_Task brief_
Among the records, which lines include "tools"? List them.

***** Material to process *****

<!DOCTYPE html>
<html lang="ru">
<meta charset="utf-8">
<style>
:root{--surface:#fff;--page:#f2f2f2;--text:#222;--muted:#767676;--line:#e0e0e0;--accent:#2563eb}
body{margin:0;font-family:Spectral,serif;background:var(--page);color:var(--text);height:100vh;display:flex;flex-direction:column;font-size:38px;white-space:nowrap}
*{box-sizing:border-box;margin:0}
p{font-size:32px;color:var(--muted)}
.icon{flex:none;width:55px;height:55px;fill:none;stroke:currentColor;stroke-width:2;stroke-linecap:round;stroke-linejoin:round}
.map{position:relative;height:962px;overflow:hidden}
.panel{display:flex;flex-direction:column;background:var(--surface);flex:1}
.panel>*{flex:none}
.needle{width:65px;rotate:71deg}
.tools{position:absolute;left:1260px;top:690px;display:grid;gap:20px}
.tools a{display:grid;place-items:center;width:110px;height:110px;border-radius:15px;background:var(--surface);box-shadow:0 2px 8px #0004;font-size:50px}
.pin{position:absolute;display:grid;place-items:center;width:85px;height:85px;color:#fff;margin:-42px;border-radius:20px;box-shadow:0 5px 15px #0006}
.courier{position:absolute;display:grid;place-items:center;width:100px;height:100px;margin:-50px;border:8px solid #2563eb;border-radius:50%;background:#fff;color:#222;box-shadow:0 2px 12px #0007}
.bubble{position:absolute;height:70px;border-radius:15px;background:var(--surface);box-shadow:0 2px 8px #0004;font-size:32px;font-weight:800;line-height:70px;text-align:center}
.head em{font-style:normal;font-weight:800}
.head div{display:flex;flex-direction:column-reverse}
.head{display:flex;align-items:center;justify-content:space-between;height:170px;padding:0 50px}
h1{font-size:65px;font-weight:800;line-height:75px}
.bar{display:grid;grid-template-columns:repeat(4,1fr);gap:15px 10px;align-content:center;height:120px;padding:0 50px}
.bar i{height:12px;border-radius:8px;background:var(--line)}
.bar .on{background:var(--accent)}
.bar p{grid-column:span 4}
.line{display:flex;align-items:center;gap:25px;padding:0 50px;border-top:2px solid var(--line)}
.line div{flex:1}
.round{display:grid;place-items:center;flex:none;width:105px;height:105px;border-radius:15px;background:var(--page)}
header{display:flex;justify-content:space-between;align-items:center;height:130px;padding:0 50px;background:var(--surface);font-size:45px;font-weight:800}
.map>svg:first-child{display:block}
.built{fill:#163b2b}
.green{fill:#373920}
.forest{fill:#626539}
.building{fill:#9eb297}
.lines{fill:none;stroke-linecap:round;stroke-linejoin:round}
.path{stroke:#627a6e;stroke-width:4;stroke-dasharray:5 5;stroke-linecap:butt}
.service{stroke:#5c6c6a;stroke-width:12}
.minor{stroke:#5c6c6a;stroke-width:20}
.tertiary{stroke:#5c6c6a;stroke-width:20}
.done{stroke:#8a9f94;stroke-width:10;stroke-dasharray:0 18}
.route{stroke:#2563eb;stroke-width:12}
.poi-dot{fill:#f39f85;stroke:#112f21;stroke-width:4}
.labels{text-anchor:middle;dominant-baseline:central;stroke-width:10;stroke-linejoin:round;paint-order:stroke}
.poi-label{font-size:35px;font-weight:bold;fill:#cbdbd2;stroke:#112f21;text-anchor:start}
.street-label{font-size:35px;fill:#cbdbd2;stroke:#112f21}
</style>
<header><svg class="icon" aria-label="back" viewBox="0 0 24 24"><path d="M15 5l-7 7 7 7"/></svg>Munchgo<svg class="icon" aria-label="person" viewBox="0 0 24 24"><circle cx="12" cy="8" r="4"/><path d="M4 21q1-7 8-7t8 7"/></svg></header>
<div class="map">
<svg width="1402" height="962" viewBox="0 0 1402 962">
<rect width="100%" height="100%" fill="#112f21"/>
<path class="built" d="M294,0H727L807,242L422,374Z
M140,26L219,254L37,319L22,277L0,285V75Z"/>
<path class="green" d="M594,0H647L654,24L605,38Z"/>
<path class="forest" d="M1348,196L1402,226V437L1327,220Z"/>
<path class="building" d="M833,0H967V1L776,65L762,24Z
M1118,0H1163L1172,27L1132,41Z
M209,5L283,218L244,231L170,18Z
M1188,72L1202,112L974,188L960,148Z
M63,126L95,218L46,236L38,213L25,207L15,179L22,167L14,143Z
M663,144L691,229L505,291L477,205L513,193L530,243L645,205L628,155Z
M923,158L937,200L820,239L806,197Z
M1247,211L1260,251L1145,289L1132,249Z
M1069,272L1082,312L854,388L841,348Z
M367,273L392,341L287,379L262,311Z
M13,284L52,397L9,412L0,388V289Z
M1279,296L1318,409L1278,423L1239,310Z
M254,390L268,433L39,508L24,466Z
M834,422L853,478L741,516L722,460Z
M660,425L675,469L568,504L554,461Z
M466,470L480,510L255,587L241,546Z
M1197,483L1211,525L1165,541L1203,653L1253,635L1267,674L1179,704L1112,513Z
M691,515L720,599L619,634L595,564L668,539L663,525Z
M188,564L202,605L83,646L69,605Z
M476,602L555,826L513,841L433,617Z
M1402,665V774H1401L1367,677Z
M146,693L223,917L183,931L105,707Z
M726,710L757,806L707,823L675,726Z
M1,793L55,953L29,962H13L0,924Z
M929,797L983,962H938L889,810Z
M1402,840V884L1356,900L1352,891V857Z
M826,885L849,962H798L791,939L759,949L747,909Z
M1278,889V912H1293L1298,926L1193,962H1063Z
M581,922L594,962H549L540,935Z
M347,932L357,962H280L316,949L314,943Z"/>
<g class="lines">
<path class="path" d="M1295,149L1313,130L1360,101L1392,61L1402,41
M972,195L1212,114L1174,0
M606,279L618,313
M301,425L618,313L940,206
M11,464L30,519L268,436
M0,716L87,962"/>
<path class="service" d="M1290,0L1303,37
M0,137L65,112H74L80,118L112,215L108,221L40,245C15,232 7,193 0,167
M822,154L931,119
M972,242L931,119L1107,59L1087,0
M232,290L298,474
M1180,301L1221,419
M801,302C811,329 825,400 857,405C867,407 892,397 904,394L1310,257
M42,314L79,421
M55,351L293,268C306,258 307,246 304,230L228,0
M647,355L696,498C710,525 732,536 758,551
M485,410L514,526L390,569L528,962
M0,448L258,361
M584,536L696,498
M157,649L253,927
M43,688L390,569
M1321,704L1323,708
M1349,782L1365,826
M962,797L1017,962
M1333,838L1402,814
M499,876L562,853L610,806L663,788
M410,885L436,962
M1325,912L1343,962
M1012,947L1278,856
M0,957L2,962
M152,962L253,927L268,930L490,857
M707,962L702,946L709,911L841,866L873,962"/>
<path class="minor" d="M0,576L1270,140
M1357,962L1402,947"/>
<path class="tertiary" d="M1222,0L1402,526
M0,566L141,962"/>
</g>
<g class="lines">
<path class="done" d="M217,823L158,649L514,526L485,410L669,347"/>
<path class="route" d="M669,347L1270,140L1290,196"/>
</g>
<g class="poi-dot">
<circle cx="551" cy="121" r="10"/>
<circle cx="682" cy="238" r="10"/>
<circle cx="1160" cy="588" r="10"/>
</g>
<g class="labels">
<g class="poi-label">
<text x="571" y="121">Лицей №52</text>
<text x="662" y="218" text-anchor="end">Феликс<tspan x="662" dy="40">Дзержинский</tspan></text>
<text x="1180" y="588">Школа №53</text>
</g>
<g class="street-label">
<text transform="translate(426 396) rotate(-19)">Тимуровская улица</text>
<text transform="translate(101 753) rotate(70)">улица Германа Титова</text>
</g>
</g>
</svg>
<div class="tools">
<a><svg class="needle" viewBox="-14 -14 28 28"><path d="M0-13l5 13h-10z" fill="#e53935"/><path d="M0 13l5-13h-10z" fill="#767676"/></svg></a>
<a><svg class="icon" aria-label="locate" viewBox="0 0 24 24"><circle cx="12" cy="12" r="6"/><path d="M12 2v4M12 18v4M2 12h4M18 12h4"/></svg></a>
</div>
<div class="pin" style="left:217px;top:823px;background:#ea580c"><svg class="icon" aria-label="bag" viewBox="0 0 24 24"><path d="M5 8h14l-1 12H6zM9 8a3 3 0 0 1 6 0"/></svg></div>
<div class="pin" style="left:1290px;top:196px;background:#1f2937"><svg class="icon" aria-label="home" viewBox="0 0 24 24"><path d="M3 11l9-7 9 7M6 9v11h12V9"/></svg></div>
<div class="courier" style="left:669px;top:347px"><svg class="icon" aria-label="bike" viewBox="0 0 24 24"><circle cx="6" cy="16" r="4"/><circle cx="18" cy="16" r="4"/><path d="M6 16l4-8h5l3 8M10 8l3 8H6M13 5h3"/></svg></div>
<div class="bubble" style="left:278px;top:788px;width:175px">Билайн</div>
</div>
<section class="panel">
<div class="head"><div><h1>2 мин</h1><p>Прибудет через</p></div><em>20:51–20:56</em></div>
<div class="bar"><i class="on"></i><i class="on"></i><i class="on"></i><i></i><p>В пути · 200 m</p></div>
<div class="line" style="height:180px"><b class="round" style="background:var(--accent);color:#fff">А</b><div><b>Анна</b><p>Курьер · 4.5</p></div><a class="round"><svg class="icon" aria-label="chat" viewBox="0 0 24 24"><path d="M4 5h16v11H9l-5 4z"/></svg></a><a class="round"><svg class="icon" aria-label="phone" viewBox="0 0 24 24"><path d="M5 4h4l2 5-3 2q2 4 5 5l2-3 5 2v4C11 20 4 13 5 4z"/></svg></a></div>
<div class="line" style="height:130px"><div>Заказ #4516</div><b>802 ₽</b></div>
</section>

*****

_Result_
.tools{position:absolute;left:1260px;top:690px;display:grid;gap:20px}
.tools a{display:grid;place-items:center;width:110px;height:110px;border-radius:15px;background:var(--surface);box-shadow:0 2px 8px #0004;font-size:50px}
<div class="tools">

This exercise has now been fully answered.